今回は、天部像について紹介していきます。

如来・菩薩・明王に次ぐ仏様がこの天部になります。
天部の仏像のルーツとは、仏教の初期の時代に古代インドの地で、広く信仰されていたバラモン教から仏教に取り込まれた有力な神々と言われております。
サンスクリット語では、神をデーヴァと言い音写すると、提婆(だいば)・天・天部とはその意訳です。
ちなみに、デーヴァはギリシャ神話・キリスト教のゼウスと、共通の起源を持つものです。
この、天部像は3つのグループに分ける事が出来ます。
1つ目が、バラモン教から仏教に取り込まれた神々で、「四天王(してんのう)・梵天(ぼんてん)・帝釈天(たいしゃくてん)・執金剛神(しゅこんごうじん)又は金剛力士(こんごうりきし)」等です。
2つ目が、紀元1世紀~3世紀にかけ、ヒンドゥー教から仏教に取り込まれた神々で、「弁才天(べんざいてん)・吉祥天(きっしょうてん)」等ですが、この頃西北インドのガンダーラで初めて仏像(釈迦像など)が作られるようになりました。
3つ目が、ヒンドゥー教から後期大乗仏教(こうきだいじょうぶっきょう)・密教へ取り込まれた神々で、鬼子母神(きしもじん)・大黒天(だいこくてん)・歓喜天(かんぎてん)・韋駄天(いだてん)・摩利支天(まりしてん)等があります。

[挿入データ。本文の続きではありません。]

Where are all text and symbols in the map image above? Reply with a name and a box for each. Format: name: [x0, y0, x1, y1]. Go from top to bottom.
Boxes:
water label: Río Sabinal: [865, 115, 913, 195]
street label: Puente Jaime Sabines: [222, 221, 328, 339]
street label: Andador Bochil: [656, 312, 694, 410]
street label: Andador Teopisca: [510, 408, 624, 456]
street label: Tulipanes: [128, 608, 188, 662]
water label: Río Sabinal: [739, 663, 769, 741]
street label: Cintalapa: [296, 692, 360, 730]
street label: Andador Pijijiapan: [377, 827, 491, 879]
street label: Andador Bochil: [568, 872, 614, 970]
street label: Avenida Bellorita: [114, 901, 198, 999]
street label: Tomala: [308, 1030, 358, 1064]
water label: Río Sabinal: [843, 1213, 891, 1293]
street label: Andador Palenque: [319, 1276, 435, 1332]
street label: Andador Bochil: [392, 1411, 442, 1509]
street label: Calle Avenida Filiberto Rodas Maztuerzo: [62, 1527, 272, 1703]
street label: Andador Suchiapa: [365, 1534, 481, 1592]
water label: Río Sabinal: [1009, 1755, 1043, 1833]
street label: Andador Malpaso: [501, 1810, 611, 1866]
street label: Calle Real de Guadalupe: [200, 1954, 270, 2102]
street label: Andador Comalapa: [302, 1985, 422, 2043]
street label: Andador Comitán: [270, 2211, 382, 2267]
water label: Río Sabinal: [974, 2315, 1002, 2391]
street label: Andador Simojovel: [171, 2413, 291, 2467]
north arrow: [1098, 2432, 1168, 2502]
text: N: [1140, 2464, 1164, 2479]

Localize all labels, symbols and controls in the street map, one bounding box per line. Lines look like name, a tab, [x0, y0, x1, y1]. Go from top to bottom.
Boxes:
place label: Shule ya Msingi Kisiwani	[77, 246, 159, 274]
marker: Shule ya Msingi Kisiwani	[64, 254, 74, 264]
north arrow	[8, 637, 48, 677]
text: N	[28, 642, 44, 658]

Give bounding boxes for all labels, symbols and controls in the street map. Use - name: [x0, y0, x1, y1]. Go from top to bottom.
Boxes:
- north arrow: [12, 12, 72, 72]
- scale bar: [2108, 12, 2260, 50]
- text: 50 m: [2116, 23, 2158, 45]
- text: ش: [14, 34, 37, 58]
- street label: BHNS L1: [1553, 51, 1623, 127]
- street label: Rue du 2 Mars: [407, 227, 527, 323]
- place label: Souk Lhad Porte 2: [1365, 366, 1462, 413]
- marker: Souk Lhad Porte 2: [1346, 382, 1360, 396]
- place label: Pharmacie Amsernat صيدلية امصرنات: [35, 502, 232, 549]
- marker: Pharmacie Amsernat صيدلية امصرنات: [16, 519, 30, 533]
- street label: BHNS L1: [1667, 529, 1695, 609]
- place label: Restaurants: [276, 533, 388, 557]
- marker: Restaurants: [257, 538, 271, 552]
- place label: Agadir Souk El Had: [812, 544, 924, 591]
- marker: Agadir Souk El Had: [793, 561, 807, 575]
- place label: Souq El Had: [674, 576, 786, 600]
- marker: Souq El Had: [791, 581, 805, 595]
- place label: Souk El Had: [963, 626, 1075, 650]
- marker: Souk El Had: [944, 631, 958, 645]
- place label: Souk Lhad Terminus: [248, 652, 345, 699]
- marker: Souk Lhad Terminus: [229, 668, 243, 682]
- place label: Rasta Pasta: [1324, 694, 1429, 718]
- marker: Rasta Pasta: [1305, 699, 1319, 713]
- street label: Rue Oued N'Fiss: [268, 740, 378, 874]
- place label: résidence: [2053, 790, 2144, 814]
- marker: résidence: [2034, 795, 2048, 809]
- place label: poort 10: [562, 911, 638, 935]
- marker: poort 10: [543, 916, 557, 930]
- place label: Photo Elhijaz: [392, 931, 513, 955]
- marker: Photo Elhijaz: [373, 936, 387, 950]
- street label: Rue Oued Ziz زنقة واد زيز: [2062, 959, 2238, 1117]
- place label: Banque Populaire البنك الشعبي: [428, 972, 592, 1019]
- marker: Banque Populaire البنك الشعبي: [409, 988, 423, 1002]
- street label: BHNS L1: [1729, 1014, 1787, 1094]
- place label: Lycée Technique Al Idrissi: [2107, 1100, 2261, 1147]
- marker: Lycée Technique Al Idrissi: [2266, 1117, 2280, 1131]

この他にも、1つ目の四天王に代わって十二天と呼ばれる神々で、「帝釈天(たいしゃくてん)・火天(かてん)・焔摩天(えんまてん)・羅刹天(らせつてん)・水天(すいてん)・風天(ふうてん)・毘沙門天(びしゃもんてん)・伊舎那天(いざなてん)・梵天(ぼんてん)・地天(じてん)・日天(にってん)・月天(がってん)」で構成されています。